Staunton, May 27 – Although a decade ago, the Russian government declared it favored openness and transparency in the handling of official information, since the Crimean Anschluss and especially since the imposition of Western sanctions, it has classified ever more materials in the name of national security, Ivan Tkachev says.
The economics editor of RBC says that in doing so, the Russian authorities have faced real problems because the Internet which allows them to watch the Russian people also allows the Russian people to watch the authorities. But Moscow has classified ever more information (ridl.io/ru/sekretnye-materialy-kak-rossijskoe-gosudarstvo-stremitelno-uhodit-v-ten/).
Moreover, it has done so in ways and involving businesses not ostensibly part of the regime but closely linked to it and subjected to sanctions that opens the way to ever more draconian restrictions in the free flow of information not only in areas that might be connected with national security but across the board.
According to the economics journalist, Moscow has invoked the West’s sanctions on Russia as justification for its actions; but the authorities have taken actions that increasingly have little or no clear relationship to these issues. Poorly written laws and decrees have allowed for this mission creep, something quite likely intentional.
For example, Tkachev continues, because the limitations on information involving individuals and groups who fall under sanctions “formally do not fall under the category of state secrets,” the established rules for handling such security-related information do not apply and the government has moved to extend the application of sanctions rules to unsanctioned companies.

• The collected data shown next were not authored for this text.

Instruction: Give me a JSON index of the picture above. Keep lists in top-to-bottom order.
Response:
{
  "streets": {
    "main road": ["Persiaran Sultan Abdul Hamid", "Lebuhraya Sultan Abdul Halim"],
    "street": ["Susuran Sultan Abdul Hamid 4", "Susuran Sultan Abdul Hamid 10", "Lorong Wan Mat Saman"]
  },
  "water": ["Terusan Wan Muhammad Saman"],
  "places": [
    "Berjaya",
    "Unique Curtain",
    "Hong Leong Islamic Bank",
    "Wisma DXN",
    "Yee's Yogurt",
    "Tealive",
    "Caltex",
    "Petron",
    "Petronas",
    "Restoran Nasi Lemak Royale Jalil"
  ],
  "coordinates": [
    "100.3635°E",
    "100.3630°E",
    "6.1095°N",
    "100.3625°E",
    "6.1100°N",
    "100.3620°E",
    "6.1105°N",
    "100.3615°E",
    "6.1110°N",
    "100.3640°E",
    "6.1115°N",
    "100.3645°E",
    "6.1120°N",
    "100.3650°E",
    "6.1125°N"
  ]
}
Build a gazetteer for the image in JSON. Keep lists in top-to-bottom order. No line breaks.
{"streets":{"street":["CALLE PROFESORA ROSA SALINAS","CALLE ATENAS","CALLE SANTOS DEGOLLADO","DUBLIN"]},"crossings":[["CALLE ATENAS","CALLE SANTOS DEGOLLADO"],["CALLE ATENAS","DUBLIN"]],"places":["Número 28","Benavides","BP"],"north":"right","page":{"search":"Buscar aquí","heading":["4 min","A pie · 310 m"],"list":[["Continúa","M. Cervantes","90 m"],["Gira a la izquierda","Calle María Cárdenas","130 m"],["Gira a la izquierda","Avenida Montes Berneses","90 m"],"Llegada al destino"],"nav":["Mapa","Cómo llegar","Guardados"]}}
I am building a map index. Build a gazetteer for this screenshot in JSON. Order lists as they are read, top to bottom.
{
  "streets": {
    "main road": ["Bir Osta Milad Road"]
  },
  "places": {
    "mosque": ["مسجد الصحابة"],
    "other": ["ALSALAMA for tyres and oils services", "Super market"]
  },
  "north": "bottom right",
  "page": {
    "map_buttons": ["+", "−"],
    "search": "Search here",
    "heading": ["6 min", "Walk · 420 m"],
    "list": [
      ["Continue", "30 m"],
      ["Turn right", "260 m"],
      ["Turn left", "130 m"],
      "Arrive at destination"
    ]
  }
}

And this has created dangerous precedents which the powers that be are applying ever more often. Thus, when officials began talking about further reform of the Russian pension system, Moscow classified information about those discussions lest it spark public outrage even before any changes are announced.
At present, he continues, the Russian government is also seeking to create an intermediate category between state secret and publicly available information. This would be something like an “official use only” restriction and would if the Duma approves it allow a large amount of information to be withheld from the public without formally classifying it.
But perhaps the most disturbing use of this new drive for restricting information involves efforts by the authorities to prevent defenders of journalists like Ivan Safronov or political activists like Aleksey Navalny from having access to the information the powers have and are using against them.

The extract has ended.